THE DATA:

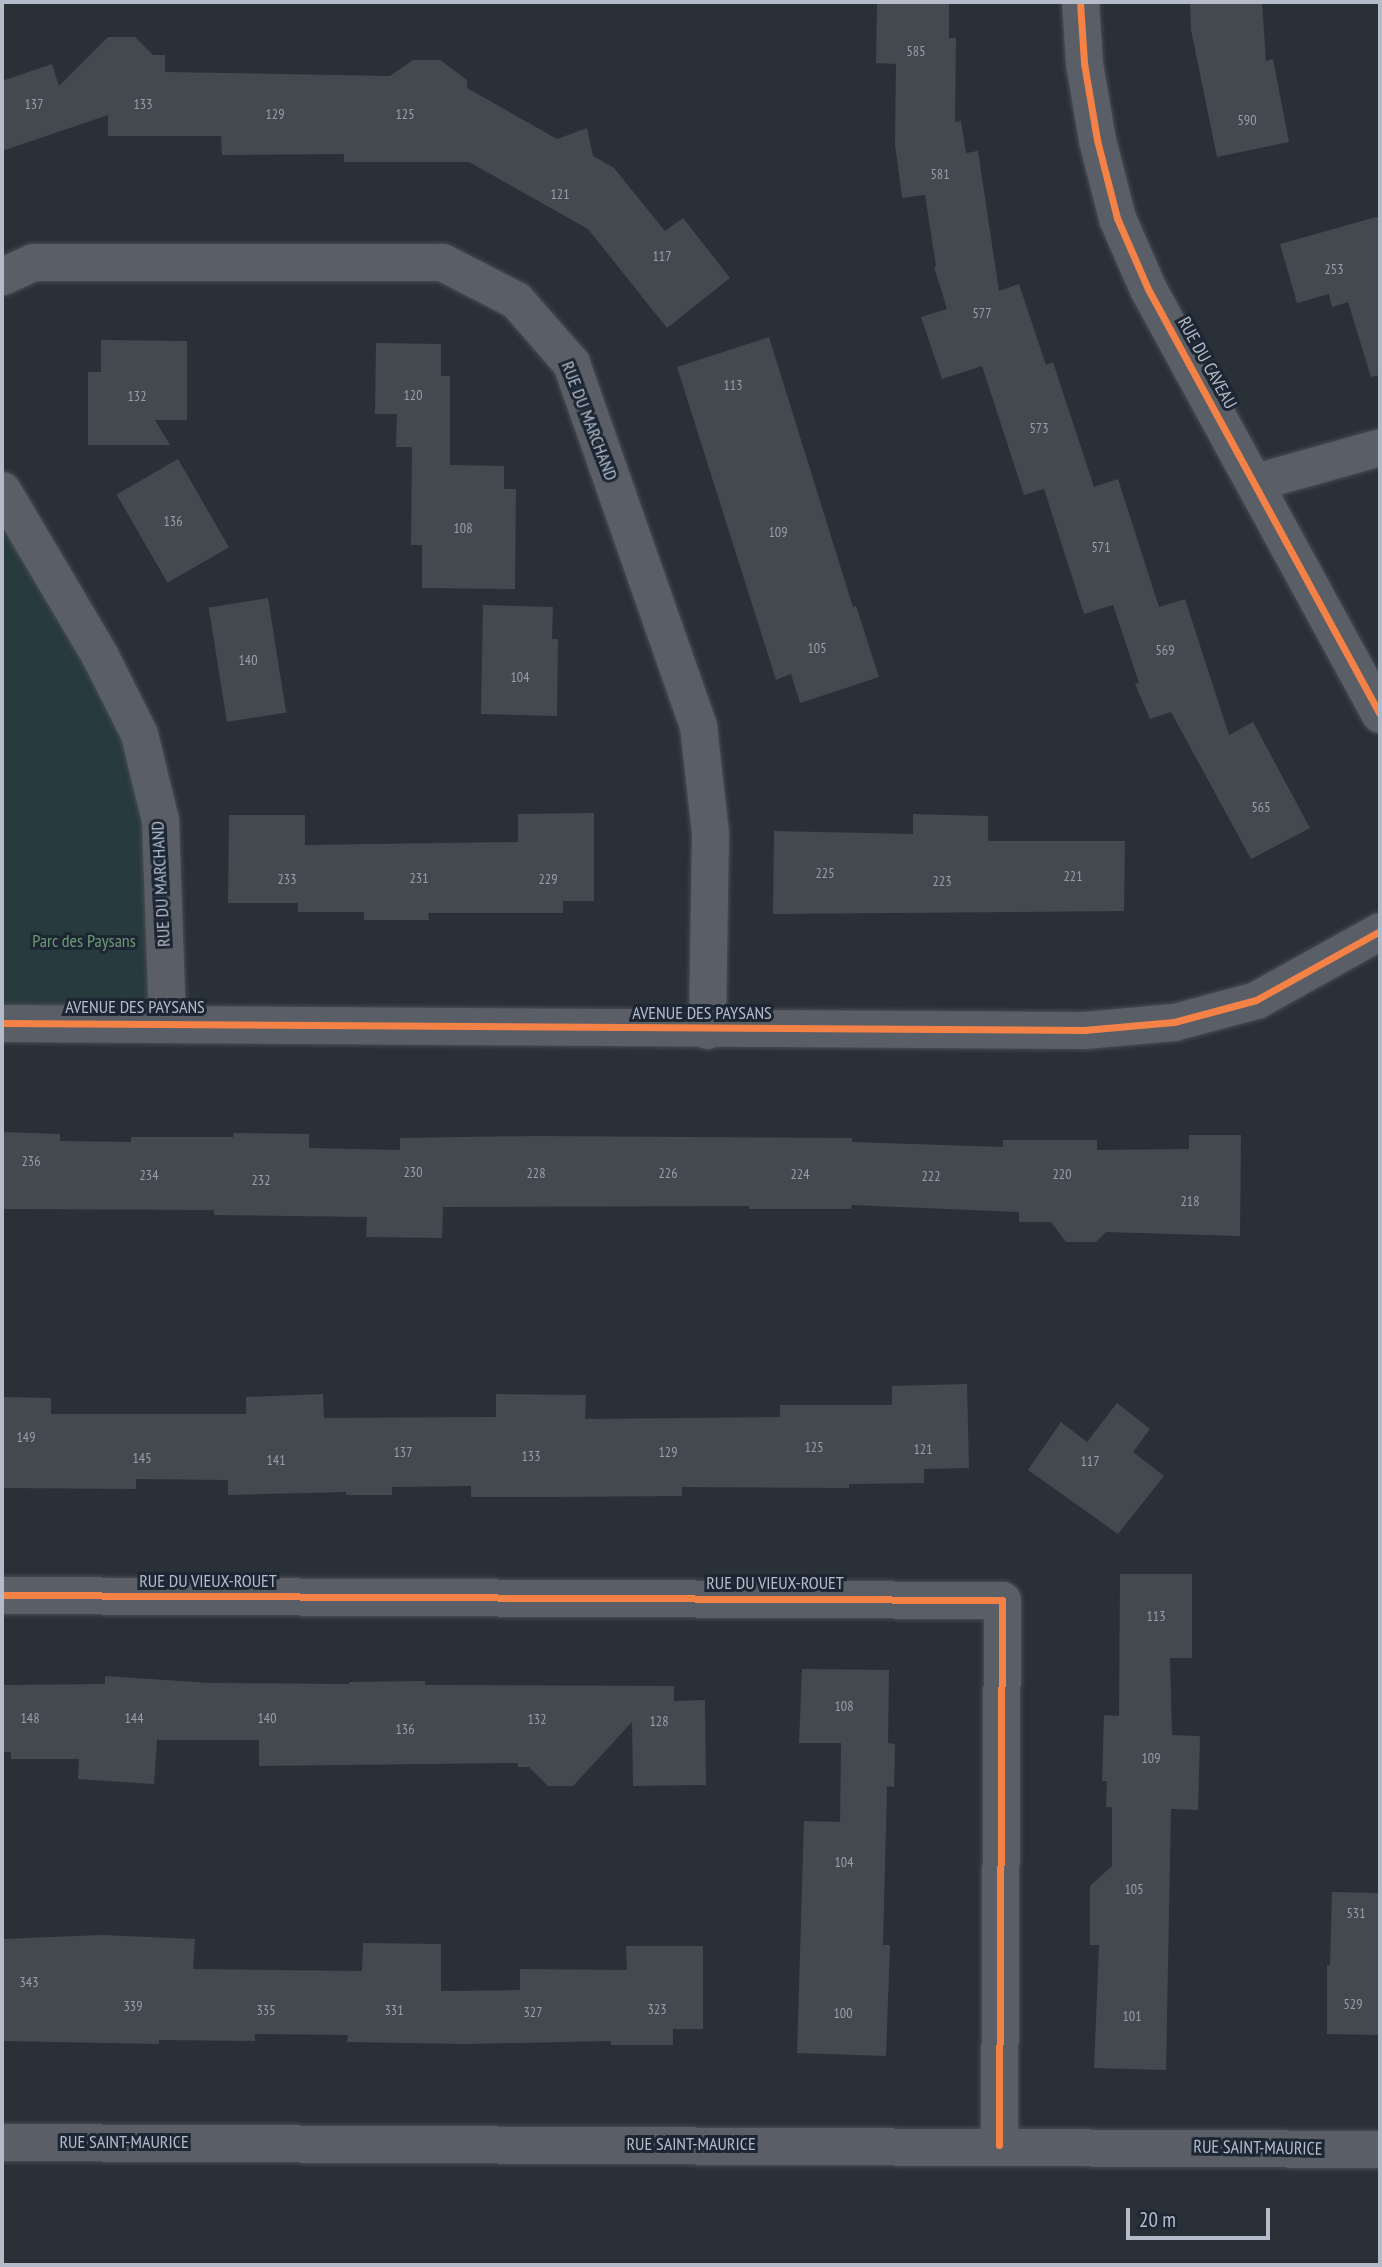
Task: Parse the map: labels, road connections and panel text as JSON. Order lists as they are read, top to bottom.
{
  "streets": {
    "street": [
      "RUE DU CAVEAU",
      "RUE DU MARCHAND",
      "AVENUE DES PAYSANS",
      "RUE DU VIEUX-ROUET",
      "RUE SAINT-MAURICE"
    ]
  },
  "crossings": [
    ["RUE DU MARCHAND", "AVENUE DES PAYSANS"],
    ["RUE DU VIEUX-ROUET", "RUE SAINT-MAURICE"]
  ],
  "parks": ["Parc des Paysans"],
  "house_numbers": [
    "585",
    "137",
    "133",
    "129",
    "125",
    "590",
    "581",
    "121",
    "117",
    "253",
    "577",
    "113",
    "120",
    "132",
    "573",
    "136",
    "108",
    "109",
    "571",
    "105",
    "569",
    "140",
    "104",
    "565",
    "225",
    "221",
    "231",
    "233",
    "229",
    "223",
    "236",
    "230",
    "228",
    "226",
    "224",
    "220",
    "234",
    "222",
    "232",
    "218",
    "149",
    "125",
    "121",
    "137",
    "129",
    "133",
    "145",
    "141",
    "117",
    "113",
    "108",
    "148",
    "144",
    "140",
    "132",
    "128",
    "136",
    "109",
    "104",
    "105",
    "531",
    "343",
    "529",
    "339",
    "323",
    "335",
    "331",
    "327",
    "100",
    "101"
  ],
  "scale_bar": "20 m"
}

WHAT YOU NEED TO DO: Please return every line in the data that includes the string "ROUET".

ANSWER SPACE:
      "RUE DU VIEUX-ROUET",
    ["RUE DU VIEUX-ROUET", "RUE SAINT-MAURICE"]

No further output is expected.